An honest how-to for Gramlens Actions — the Instagram automation built into the Chrome extension: follow, like, comment, unfollow and remove followers, safely paced.

Published by Gramlens Team12 min read
Instagram Automation Chrome Extension: Gramlens Actions

Most people meet Gramlens as an exporter — they pull a CSV of someone's followers and move on. Actions is the other half of the tool: an Instagram automation Chrome extension feature that takes a list you've already parsed and does something with it — follow, like, comment, unfollow, or remove followers — one account at a time, at a deliberately human pace, in the background.

This is a full walkthrough of how Actions works: the five things it can do, every step of the setup wizard (with a screenshot of each), what the safety engine is actually doing under the hood, and exactly which parts are free versus Pro. It's an honest guide — including the parts where the tool intentionally slows you down, and the part where automating anything on Instagram is against their Terms of Service.

What Actions actually is

The mental model is three moves: parse an audience → optionally filter it → run an action against it.

The important word is parse. Actions never collects accounts live while it's running — it works off a list you already exported. So the first step is always a regular parse: open a profile, grab its followers or following (the same flow covered in how to export Instagram followers to CSV). That saved list becomes the Source for a campaign. Actions then walks the list and performs one action per account, pacing itself to look like a person, not a script.

Everything runs inside your Instagram browser tab, not on a server. That has real consequences for how you run a campaign — covered in the caveats below — but it's also what keeps Gramlens working purely from the data Instagram already shows you when you browse.

The five actions

Actions are grouped exactly the way the wizard groups them.
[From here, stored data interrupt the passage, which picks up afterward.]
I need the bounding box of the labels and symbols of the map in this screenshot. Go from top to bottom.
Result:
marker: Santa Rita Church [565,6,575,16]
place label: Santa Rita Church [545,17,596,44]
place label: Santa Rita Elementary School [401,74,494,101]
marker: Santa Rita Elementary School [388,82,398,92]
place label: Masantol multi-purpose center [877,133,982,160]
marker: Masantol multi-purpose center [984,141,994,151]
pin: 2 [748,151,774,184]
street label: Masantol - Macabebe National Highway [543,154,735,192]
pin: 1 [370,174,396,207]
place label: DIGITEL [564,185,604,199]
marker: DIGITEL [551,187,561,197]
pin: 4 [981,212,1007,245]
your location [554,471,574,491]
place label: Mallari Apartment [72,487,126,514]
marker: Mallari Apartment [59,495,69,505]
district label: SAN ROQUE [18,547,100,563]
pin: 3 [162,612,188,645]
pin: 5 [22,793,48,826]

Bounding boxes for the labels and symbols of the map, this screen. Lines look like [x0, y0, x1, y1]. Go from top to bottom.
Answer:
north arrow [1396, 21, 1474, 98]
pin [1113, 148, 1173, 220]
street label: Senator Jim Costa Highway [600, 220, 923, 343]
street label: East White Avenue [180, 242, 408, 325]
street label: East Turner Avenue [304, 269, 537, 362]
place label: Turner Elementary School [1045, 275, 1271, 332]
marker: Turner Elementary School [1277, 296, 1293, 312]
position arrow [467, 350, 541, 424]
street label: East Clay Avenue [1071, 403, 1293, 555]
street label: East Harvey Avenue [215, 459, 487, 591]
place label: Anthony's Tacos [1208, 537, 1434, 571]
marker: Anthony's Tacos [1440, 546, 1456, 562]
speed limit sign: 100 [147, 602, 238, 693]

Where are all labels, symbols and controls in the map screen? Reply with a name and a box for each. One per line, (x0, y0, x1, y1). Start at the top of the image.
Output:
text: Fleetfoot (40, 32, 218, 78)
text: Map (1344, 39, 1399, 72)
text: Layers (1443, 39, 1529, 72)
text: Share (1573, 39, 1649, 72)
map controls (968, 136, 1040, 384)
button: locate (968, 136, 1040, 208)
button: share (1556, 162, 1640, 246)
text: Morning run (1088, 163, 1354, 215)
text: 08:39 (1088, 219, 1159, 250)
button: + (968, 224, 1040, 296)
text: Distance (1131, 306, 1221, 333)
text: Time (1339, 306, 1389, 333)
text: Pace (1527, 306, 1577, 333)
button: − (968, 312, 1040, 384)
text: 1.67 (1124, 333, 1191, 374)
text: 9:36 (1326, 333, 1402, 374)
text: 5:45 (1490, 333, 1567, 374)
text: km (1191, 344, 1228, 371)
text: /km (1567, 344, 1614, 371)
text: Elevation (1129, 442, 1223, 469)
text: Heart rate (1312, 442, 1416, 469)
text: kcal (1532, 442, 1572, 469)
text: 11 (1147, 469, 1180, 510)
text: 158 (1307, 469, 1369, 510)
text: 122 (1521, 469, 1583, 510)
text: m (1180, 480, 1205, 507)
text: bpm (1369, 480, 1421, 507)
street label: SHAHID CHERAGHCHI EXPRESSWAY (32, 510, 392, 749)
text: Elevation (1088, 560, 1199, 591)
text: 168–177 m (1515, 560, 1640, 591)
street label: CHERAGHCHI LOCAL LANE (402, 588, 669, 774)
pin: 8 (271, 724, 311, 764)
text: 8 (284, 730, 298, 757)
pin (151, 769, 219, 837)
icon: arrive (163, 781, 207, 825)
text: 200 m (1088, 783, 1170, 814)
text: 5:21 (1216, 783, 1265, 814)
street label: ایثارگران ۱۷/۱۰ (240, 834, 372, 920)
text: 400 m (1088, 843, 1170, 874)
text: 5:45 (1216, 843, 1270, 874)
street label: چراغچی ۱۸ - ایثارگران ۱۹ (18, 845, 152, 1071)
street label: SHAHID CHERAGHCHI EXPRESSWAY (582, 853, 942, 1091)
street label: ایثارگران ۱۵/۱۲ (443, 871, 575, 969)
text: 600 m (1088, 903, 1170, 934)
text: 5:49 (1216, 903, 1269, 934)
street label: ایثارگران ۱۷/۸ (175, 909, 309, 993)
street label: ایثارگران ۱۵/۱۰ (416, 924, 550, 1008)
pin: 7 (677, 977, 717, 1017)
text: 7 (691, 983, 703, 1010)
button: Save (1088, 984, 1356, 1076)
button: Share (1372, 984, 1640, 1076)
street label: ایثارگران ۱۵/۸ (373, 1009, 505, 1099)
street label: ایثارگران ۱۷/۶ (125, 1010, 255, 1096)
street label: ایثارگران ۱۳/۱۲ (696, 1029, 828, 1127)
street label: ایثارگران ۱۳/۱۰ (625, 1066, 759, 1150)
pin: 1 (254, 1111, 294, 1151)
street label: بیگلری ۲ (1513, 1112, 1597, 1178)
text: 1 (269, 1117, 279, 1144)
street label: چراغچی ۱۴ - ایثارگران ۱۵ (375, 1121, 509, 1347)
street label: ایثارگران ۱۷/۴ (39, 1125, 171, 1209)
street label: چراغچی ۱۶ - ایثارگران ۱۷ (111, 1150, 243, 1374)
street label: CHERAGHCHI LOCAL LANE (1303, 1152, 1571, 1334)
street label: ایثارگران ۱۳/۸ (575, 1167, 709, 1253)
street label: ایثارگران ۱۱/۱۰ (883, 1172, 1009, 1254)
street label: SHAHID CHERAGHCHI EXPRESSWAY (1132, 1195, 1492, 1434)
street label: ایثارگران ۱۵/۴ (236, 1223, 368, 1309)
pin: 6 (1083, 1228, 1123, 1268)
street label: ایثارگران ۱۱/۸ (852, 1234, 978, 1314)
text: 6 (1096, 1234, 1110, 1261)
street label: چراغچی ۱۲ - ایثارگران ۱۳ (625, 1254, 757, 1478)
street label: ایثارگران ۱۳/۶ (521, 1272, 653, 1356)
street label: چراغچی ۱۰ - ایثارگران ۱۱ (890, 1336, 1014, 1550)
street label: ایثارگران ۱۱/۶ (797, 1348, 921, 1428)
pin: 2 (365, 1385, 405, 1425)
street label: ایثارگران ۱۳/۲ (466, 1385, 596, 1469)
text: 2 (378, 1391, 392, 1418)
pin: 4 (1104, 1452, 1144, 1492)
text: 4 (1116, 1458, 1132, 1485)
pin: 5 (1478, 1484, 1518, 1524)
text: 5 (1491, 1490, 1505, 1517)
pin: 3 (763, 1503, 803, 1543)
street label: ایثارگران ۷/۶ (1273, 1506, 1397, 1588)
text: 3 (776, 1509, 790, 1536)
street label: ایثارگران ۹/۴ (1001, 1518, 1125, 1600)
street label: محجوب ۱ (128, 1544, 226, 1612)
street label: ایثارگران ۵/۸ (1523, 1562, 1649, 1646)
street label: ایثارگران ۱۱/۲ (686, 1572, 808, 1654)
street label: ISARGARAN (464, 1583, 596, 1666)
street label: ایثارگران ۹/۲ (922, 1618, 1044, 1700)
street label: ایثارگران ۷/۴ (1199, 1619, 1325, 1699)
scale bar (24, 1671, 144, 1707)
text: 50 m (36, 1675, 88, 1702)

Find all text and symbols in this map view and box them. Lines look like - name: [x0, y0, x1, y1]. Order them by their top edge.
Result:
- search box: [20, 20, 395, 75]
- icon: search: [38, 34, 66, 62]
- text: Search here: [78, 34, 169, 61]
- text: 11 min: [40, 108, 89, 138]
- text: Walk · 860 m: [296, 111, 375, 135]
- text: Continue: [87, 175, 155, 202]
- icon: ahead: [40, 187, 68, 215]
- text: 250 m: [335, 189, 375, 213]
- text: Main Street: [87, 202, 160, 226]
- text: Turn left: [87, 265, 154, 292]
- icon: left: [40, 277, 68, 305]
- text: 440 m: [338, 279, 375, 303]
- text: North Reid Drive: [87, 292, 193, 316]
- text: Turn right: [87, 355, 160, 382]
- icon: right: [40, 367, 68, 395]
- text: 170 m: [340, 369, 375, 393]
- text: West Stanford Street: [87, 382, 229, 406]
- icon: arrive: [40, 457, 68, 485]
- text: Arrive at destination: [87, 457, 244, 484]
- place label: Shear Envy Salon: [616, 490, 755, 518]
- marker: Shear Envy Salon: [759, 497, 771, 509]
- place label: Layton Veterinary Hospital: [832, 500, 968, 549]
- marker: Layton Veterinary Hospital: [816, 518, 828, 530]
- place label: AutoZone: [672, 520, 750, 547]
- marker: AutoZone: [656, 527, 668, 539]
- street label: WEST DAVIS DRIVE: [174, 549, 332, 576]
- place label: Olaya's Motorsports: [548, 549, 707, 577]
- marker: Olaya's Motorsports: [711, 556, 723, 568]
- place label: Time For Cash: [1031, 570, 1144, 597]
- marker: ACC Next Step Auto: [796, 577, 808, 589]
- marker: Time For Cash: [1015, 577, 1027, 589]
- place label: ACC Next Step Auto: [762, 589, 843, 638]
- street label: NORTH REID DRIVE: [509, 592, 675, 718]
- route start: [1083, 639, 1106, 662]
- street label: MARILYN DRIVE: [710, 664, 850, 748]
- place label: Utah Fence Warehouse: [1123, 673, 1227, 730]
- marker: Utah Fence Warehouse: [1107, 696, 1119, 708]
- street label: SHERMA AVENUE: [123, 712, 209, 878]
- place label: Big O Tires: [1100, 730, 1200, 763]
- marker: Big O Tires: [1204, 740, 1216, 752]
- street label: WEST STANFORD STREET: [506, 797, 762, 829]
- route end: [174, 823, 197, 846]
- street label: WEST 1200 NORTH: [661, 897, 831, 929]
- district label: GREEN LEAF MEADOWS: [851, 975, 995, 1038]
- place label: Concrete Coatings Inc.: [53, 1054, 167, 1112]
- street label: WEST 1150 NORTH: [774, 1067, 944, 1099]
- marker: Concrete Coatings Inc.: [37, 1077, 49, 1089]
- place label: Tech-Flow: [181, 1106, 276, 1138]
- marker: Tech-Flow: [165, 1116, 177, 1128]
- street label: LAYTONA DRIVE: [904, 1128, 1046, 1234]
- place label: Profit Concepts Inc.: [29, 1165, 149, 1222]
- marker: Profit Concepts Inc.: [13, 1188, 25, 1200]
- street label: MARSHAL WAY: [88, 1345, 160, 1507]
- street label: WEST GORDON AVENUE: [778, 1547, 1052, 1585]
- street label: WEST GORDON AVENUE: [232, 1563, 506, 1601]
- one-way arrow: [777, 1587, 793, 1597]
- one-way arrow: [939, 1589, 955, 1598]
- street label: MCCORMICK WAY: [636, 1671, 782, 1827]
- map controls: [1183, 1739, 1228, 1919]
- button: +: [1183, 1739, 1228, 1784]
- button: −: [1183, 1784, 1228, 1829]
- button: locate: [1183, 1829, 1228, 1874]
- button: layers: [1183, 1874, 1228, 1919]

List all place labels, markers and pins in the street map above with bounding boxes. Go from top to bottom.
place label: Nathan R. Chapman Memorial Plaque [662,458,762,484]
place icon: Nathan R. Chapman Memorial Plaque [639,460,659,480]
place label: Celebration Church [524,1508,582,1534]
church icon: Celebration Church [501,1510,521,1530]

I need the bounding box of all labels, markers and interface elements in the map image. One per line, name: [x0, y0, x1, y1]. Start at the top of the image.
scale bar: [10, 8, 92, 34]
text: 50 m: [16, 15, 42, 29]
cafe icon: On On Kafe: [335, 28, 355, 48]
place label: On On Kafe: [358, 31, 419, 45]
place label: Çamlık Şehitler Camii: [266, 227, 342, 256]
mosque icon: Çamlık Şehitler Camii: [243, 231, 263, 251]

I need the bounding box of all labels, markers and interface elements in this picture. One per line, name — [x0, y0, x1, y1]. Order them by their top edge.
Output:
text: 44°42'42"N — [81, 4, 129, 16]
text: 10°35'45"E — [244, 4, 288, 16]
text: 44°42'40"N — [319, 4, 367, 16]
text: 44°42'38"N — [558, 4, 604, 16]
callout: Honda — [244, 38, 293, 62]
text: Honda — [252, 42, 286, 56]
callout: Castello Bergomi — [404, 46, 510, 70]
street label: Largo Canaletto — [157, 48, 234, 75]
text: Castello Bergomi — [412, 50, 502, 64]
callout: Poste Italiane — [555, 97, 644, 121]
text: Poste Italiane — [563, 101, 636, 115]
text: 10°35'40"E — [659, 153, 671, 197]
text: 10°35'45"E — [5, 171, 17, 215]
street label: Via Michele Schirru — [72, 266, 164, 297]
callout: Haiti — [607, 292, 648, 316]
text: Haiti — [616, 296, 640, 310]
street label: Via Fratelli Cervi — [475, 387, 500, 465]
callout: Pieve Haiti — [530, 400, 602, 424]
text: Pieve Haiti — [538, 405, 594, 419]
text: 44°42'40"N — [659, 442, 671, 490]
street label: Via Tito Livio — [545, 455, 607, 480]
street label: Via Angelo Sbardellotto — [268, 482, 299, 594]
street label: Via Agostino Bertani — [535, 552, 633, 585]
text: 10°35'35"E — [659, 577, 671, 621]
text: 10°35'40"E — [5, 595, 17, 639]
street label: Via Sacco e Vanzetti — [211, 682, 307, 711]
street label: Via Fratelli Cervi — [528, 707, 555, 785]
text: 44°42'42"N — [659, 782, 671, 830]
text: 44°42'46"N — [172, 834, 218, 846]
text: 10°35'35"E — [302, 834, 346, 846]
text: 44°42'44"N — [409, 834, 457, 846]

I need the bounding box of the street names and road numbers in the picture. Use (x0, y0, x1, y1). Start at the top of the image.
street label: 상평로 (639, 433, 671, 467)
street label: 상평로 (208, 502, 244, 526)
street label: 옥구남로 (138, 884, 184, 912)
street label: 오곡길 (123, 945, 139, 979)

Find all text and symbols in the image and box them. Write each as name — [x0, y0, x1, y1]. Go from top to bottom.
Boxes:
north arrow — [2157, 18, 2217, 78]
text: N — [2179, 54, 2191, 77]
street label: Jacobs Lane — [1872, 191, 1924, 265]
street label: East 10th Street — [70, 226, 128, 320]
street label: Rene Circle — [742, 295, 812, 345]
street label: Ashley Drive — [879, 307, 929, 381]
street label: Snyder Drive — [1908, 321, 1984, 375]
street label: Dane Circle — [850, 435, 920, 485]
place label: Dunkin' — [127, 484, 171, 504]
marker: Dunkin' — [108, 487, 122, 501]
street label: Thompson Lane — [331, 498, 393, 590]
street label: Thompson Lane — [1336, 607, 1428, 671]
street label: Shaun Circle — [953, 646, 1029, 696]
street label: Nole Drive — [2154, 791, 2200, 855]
Engagement — these can be combined into one campaign, and always run in the order follow → like → comment:

  • Follow — follows each account in the source list.
  • Like — likes a few of each account's most recent posts.
  • Comment — posts a comment (from your templates) on a few of their recent posts.

Manage — these act on your own connections, one action per campaign:

  • Unfollow — unfollows the accounts in the list.
  • Remove Followers — force-removes accounts from your followers (it does not block them).

Every action needs a source list. Like and Comment additionally need a per-user count (and Comment needs at least one template). Manage actions typically run against your own followers or following.

The wizard, step by step

Starting a campaign walks you through a short stepper. The example below is a full Follow + Like + Comment campaign, which is why all six steps show up — a Follow-only campaign skips the Settings step, since there's nothing to configure there.

Step 1 — Source

Pick the parsed list to act on. You can act on a single followers/following export, merge several lists into one audience, or subtract one list from another (handy for "everyone who follows A but not B").

Actions wizard Source step: a selected followers list with merge and subtract options
Step 1 — pick the parsed list to run on. Lists with Deep Parse data unlock the most filters.

Step 2 — Audience

Filter the source down to who you actually want to target. You get a live count of how many accounts survive the filters versus the full list, presets for common shapes (Real People, Micro-Influencers, Clean Accounts), and filter groups for audience size, account quality, and bio keywords.

Actions wizard Audience step: filter presets and audience-size sliders with a live filtered count
Step 2 — narrow the list. The count on the right updates as you filter.

Step 3 — Settings (Like & Comment only)

This step only appears when the campaign includes Like or Comment. Here you set how many recent posts to like per user (1–7) and to comment on per user (1–3), and pick which comment templates to use. Templates with keywords are matched against a profile's bio; templates without keywords are drawn from a random pool so you don't repeat the same line back to back.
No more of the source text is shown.